Difendeva l’ambiente e i diritti civili dei popoli indigeni dell’Honduras, è finito ucciso in strada, a colpi di arma da fuoco, davanti agli occhi dei propri figli. Carlos Cerros, attivista di 41 anni, rappresentante del popolo indigeno honduregno dei Lenca, ha perso la vita così, la scorsa settimana, a causa delle sue battaglie sociali. La polizia, secondo quanto riportato dal quotidiano locale La Prensa, ha arrestato un sospettato per l’omicidio, che però non avrebbe ancora confessato. Si indaga sul possibile movente, ma tutto lascerebbe ricondurre la cosa dell’omicidio al fatto che Cerros presiedesse un gruppo di attivisti locali, chiamati United Communities, e il collettivo Defensores de la Madre Tierra, e avesse condotto di recente una dura campagna contro una centrale idroelettrica nella sua regione, il dipartimento di Cortes, nel nord del Paese. “Da tempo era minacciato e tenuto sotto controllo – ha spiegato Jorge Vasquez, membro della Piattaforma nazionale dei popoli indigeni – per il suo impegno a difesa del popolo Lenca e delle sue terre. Parlavamo spesso e mi diceva di non sentirsi affatto tutelato dalle istituzioni”.

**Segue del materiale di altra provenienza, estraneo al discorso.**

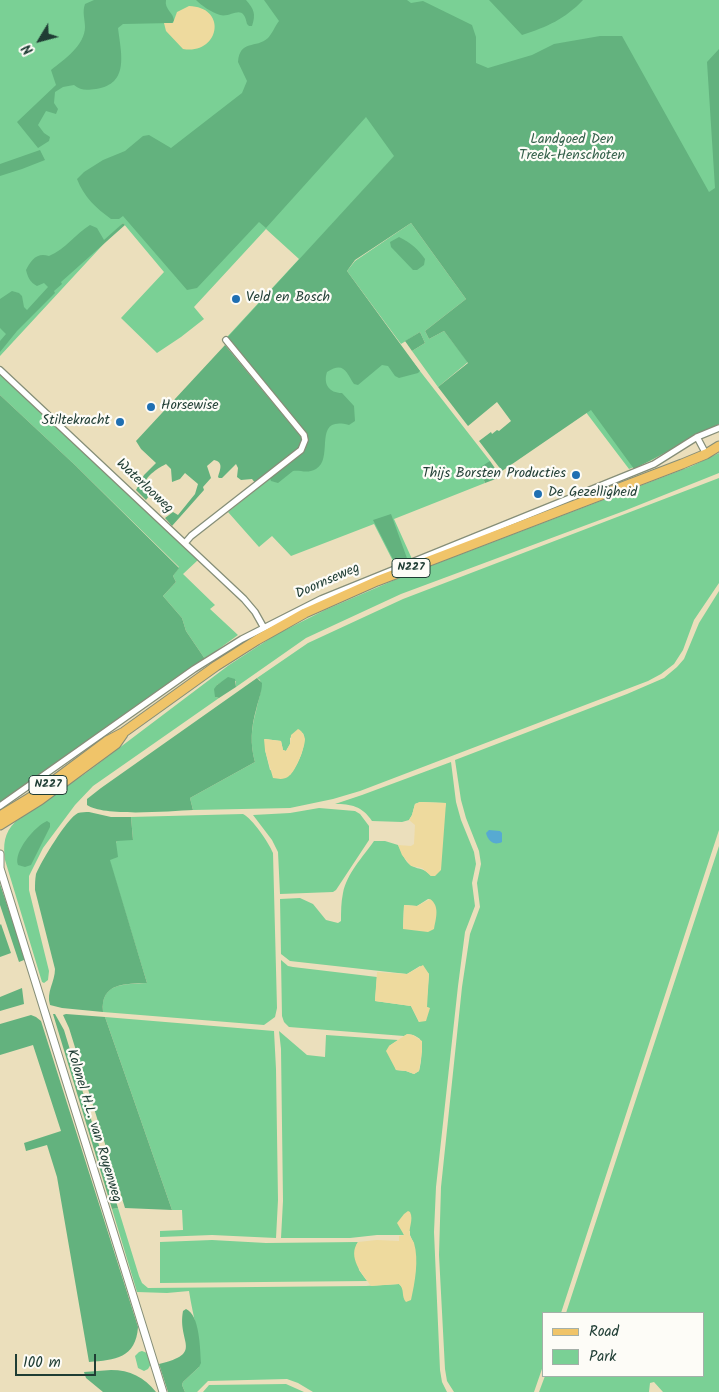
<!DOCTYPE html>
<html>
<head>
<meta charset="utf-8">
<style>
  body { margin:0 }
  #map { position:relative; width:719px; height:1392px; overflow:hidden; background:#ebdfbc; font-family:Kalam,sans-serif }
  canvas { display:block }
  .legend { position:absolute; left:542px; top:1312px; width:162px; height:65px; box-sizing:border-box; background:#fdfcf7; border:1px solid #a4b0a9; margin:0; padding:6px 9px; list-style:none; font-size:15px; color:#1f3d34 }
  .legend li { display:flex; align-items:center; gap:10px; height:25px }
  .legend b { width:25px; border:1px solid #a4b0a9 }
  .north { position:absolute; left:15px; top:15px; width:50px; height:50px; -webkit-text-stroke:4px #fdfcf7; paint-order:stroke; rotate:233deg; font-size:14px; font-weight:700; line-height:20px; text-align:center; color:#1f3d34 }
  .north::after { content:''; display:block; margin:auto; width:18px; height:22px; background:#1f3d34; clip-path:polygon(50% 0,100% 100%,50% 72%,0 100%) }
  .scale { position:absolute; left:15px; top:1354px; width:81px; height:22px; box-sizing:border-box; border:2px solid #1f3d34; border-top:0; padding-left:6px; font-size:15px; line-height:18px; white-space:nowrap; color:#1f3d34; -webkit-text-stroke:4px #fdfcf7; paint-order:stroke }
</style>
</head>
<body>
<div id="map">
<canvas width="719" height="1392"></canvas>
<ul class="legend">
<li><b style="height:6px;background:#f0c469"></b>Road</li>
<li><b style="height:14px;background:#7ad095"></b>Park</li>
</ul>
<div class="north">N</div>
<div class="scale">100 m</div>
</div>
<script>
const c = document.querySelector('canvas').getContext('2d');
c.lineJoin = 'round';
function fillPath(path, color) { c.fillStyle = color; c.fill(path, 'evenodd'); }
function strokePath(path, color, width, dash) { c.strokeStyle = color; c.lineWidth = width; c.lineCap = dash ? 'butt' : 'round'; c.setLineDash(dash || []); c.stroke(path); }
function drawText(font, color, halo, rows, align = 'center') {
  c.font = font + ' Kalam,sans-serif'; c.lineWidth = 4.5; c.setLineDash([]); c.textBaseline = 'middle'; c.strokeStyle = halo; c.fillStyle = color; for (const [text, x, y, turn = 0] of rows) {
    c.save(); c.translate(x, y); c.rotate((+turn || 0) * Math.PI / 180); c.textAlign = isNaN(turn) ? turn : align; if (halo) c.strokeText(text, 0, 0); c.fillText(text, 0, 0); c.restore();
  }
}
fillPath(new Path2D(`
  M0,0H719V423L650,461L629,469L393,158L318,240L490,461L484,481L485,483L394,519L412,559L401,563L402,566L395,569V565L374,524L291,556L272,536L259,547L228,512L316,442L227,337L299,259L266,229L194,307L204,319L181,337L157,353L121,318L164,272L123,223L0,356Z
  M411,223L466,299L425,331L429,339L444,331L468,362L438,387L412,351L425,343L420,332L401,344L347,271L355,261Z
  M0,374L198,560L183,574L215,605L210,609L238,635L205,659L186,631L182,618L163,596L176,582L173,576L179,567L76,466L0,395Z
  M719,453V473L624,511L401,594L306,638L236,687V681L222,682L217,685L215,697L219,698L93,786L75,805L43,848L29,876V890L49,971L48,980L44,983L42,982L5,860C3,845 4,833 15,822L86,773L229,665L277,634L325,610L399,578L692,466Z
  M719,478V583L694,620L683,650L674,664L661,674L648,681L360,791L333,799L290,808L193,810L190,798L255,762C250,745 251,728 256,711C258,700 263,691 260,680L257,678L308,643L403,599ZM303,733C307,747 298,764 290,775L270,770L265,750V739L281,741L283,750L286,751L290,744V738Z
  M719,591V830L561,1313H543V1366L534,1392H454L447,1381L445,1369L439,1255L441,1187L462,987L470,934L480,907L477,883L481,864L479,851L466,818L461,800L455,760L627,694L664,678L677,667L684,659L699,623Z
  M451,762L456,802L461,820L474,852L476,864L472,883L475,906L465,932L458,986L436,1187L434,1232L440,1370L442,1382L447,1392H313L298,1383L287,1379L208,1381L197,1392H185L182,1385L183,1382L199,1367C201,1339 193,1318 189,1291L167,1293L137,1292L112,1209L118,1208L139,1276L142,1283L148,1288L366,1286L399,1284L403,1288L414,1244L410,1235V1231H403L404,1235H377L350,1238H281L283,1201L281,1049L279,1031L307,1055L325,1057L326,1035L398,1040L389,1046L396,1070L406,1071L414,1074L419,1071C422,1060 422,1051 420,1039C415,1036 410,1032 404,1036L289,1027L284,1022L282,1016L281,960L288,966L293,967L377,977L375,1001L411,1006L419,1022L429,1008L426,1007L429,974L420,966L407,974L290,961L281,954L280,899L300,898L313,904L326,920L338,923L341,921C341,912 341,902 343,893C347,873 363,857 374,841H385L398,845C402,851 404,862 412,866C420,870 425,868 431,876L446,803L420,802L415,804L412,815L409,820L402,822L372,821C362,806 351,804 335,804L362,795ZM428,899H430L403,929L404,905L417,906Z
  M319,808L355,811L360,814L369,826V840L336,890L333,892L280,894L278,852L272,840L253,815L290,813Z
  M243,814C252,818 269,843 273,853L277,1008L275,1017L264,1025L103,1012C100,981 126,985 147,983L109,859L111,858L117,840H133L131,817Z
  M719,846V1392H663L654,1382L650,1383L649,1392H539L545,1376H703V1313H566Z
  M105,1017L274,1031L276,1069L278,1200L276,1238L212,1235L160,1237V1231L183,1230L182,1210H172Z
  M212,1240L266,1243L358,1242L356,1246L359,1270L367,1281L160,1283V1242Z
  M142,1351L147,1353L151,1364L148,1369L144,1371L138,1368L135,1356L139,1352Z
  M286,1384L304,1392H203L209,1385Z`), '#7ad095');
fillPath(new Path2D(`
  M94,0H166C164,9 174,13 174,21L172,23L123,24L118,28C121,53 130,84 96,89C87,90 81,91 74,85L63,87L55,92L54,103L58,109L56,114L46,111L38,125L44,133L50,137L49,141L38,148L17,122L56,85L51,70C64,60 85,45 85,27C85,19 82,12 85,4Z
  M196,0H246C254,9 256,14 252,26H249L247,24C243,2 232,18 220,15C211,12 202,6 196,0Z
  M264,0H407L411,3L423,1L472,25L476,37V63L488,68L532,55L554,44L600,36H622L709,192L715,188L707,62L719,49V424L634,469L591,410L502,471L479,441L491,432L492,434L497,430L499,431L511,421L497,402L468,426L438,387L468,363L444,331L429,339L425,331L466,299L411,223L355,260L347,271L420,371L418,373L399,378L395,376L388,366L382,365L358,385L354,384C346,372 344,361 327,372C323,384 329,393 342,393L354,406L355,421L349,425C311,415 335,458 316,469C307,474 301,470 293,471L278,483L271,481L270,478L305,449L307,440L226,339L394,156L366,117L266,228L259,222L197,288L187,290L123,216L119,219H111C96,208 84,197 77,179L84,172L103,160L125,151L143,136L149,135L171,148L242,93L247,81L238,62C240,39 256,49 268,38C272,34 275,26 279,21Z
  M489,0H583C565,19 547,27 522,35Z
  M40,150L45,160L22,169L0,176V164Z
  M123,223L125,225L61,282L62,284L54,291L55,293L17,331L0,352V341L6,334L0,328V299L12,291L19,293L22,296L24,307L27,310L48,287L44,283L37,286C30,282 28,278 26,270C31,260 37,252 49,256C66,249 75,234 90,225L97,228L104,240Z
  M399,237C411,243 418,249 425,259L424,265L417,270H413L391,247L390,242Z
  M420,332L425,343L412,351L405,341Z
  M225,345L303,439L299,449L256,484L252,479L241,480L237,477L238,468L236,464L222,478H219L218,477C220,470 224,462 214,460L207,466L211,478L203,487L204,490L172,526L165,518L173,512L178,515L195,494L198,484L185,473L180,479L172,482L171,469L166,464C160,467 145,476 145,484C145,488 148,492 149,496L146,500L136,490L144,475L156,463L141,449L136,441Z
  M0,395L76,466L179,568L173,576L176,582L163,596L182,618L186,631L205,659L0,803Z
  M490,461L501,477L485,483L479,468Z
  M391,514L408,561L396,565L373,520Z
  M228,677L235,679L236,687L219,698L215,697L214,689L217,685Z
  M257,678L262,683C262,692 258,701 256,710C251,727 250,745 255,762L190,798L193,810C170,811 104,817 87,805V799L101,788Z
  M89,812L111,817H131L133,840L117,841L116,842L118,857L110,860L147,983C126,984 100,982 103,1012L62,1008L50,1005C46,992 55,982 55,969L35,890C35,884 35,880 36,874C41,862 67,818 78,813C81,812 86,812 89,812Z
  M47,821L50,823V827L31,865L25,867L18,865C13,852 35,826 47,821Z
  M0,884L25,958L24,960L19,962L0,905Z
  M1,924L11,953L0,957V925Z
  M22,988L24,1004L0,1011V997Z
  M53,1014H55L64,1030L118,1208L112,1209Z
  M66,1014L105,1017L172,1210L125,1208L69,1028L63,1015Z
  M31,1015L36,1017L41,1021L138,1327C136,1358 115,1360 89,1362L57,1177L47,1145L26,1151L24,1143L61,1131L33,1045L0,1055V1024Z
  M186,1309C200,1315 200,1349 201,1363L199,1367L183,1382L182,1385L185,1392H168L159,1364C205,1353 177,1343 183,1311Z
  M111,1370C130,1370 144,1377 156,1392H103L86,1378L84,1372Z`), '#63b27e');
fillPath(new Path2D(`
  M189,6C228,7 220,55 183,49L166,31L164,23H173L177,12Z
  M298,729C302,731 304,734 305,739C305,747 296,771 289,776C284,780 279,779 273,778L265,750L264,739L281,741L283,750L286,751L290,744L291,735Z
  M420,802L446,803L441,870L435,876H431L422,868L411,866L402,855L398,845L411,846L414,844L415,825L409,820L412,815L415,804Z
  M430,899C440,906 436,918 434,929L428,932L403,929L404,905L417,906Z
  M423,965L429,974L427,1007L430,1008L426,1021L419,1022L411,1006L375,1001L377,972L407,974Z
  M407,1034L413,1035L422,1041V1052L419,1071L414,1074L406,1071L396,1070L386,1051L389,1046Z
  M408,1211L410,1212C414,1220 408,1228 410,1236C411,1238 413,1241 414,1243C419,1260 415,1282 411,1300L406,1302C401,1297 405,1289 399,1284L371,1286C362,1274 347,1257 358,1242L377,1240L399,1241V1236L404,1235L397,1223L404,1214Z`), '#eeda9e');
fillPath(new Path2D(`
  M489,830L500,831L502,833V842C494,846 488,841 486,833Z`), '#57aad2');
const minor = new Path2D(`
  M0,370L244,599L255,612L264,628
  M697,437L706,454
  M185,543L191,536L301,450L305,440L304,435L226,340
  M0,806L194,669L242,639L321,599L654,464L697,437L719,428`);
const tertiary = new Path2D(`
  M0,854V868L163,1392`);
const primary = new Path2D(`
  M0,816L36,794L107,741L124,732L216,666L257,640L305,613L377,581L682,464L706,454L719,446
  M0,825L40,800L116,744L123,734`);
strokePath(minor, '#858e78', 8);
strokePath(tertiary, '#858e78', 9);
strokePath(primary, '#858e78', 11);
strokePath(minor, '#fff', 5.5);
strokePath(tertiary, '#fff', 7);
strokePath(primary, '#f0c469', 9);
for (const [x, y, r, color] of [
  [236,299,5,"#1f6fb2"],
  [151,407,5,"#1f6fb2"],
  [120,422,5,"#1f6fb2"],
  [576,475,5,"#1f6fb2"],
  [538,494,5,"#1f6fb2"]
]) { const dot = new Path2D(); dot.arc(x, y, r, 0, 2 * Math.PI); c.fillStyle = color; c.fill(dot); strokePath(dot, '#fdfcf7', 2); }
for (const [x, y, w] of [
  [411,568,38],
  [48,785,38]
]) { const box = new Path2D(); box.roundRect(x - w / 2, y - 9.5, w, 19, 4); c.fillStyle = '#fdfcf7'; c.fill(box); strokePath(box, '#1f3d34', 1); }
drawText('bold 12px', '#1f3d34', null, [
  ["N227",411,568],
  ["N227",48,785]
]);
drawText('14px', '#36624c', '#fdfcf7', [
  ["Landgoed Den",572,141],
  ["Treek-Henschoten",572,157]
]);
drawText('14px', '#1f3d34', '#fdfcf7', [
  ["Veld en Bosch",246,299],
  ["Horsewise",161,407],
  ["Stiltekracht",110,422,"right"],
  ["Thijs Borsten Producties",566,475,"right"],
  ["De Gezelligheid",548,494]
], 'left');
drawText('14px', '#1f3d34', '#fdfcf7', [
  ["Waterlooweg",144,487,43],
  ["Doornseweg",328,582,-24],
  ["Kolonel H.L. van Royenweg",93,1126,73]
]);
</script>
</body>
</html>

L’Honduras si conferma purtroppo uno dei paesi più pericolosi al mondo per gli attivisti: solamente negli ultimi dodici mesi sono stati 14 i difensori della terra e dell'ambiente uccisi, un numero nettamente in crescita rispetto ai quattro del 2018, secondo i dati resi disponibili dal gruppo di difesa Global Witness. Tra loro, Al Jazeera ricorda Felix Vasquez, popolare attivista ambientale di lunga data di Lenca, colpito a morte da uomini mascherati di fronte a parenti lo scorso dicembre nella sua casa di Santiago de Puringla probabilmente per impedirne l’annunciata candidatura al Congresso, e Adan Medina, trovato ucciso a colpi d'arma da fuoco in una località remota nella comunità di El Volcan sempre nel mese di dicembre. Ma il caso più noto rimane quello di Berta Caceres, vincitrice del premio ambientale Goldman, importante attivista e fondatore dell'organizzazione indigena COPINH, di cui pochi giorni fa è stata celebrato il quinto anniversario dell’uccisione. Anche lei aveva combattuto per i diritti del popolo Lenca.